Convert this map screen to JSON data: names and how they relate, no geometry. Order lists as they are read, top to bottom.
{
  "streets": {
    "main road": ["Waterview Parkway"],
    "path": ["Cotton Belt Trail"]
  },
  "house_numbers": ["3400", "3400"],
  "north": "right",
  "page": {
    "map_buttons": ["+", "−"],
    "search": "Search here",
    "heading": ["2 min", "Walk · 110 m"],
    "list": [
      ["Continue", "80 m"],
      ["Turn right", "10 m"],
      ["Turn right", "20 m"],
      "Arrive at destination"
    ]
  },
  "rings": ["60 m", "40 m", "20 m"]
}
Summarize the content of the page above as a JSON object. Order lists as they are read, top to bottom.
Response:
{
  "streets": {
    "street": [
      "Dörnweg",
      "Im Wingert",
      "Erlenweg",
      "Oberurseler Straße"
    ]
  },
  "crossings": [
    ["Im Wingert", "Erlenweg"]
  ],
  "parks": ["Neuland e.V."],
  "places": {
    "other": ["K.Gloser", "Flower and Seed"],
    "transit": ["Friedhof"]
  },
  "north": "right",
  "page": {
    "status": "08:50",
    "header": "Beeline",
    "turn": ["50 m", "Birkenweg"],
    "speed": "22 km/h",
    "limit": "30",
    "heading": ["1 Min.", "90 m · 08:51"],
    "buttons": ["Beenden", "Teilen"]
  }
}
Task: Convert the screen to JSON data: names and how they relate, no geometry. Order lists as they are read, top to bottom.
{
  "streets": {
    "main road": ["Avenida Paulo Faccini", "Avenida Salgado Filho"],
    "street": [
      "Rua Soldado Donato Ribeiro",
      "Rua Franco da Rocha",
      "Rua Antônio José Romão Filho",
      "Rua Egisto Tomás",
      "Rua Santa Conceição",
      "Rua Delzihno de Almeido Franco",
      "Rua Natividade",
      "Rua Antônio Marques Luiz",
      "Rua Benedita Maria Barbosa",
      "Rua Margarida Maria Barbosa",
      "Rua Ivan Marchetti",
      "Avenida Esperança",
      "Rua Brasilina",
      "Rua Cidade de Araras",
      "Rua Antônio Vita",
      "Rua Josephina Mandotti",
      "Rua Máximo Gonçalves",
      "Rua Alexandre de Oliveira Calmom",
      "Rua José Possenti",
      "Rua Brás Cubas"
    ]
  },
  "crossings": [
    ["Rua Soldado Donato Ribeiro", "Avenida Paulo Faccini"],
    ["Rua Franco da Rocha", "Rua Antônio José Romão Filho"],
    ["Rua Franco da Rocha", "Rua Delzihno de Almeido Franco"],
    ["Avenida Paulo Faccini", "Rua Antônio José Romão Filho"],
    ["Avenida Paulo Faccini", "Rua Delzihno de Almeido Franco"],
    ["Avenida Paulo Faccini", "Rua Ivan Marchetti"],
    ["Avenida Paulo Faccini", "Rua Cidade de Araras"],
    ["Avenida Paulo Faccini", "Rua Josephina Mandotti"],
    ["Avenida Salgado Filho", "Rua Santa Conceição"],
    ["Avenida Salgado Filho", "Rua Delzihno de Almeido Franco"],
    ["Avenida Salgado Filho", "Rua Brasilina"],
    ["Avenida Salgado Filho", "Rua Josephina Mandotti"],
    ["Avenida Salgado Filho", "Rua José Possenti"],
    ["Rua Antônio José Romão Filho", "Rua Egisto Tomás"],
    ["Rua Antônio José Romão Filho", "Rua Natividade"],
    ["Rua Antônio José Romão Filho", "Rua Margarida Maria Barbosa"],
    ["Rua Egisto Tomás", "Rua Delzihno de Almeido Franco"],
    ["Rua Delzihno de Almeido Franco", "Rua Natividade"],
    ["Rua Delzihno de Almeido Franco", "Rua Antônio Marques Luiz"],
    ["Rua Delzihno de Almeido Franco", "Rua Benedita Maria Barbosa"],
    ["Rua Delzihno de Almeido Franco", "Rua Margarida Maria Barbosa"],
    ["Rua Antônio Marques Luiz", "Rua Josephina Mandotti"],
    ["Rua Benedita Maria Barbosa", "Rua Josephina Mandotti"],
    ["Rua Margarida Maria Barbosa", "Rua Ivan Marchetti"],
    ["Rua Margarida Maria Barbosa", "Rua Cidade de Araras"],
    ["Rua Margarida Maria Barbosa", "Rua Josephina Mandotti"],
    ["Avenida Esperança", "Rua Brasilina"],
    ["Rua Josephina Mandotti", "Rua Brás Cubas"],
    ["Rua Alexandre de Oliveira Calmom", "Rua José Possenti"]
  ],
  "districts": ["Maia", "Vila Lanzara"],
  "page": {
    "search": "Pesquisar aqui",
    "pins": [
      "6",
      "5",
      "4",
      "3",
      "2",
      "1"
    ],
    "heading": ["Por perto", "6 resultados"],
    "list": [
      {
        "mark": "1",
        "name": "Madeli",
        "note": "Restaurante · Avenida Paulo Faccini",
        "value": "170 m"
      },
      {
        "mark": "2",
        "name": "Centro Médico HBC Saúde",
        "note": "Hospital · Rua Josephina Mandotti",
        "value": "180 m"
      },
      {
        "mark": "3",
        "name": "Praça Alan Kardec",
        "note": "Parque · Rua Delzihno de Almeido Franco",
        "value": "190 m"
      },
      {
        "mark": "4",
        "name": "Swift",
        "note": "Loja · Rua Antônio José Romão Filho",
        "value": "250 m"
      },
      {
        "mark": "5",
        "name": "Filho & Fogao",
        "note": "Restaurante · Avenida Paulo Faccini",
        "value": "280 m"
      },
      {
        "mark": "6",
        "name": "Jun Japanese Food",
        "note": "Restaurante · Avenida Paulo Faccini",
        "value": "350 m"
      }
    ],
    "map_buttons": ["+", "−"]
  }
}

===============

## WHAT YOU NEED TO DO
The answer must be every line of the records above that holds the word "Marques".

## TASK OUTPUT
      "Rua Antônio Marques Luiz",
    ["Rua Delzihno de Almeido Franco", "Rua Antônio Marques Luiz"],
    ["Rua Antônio Marques Luiz", "Rua Josephina Mandotti"],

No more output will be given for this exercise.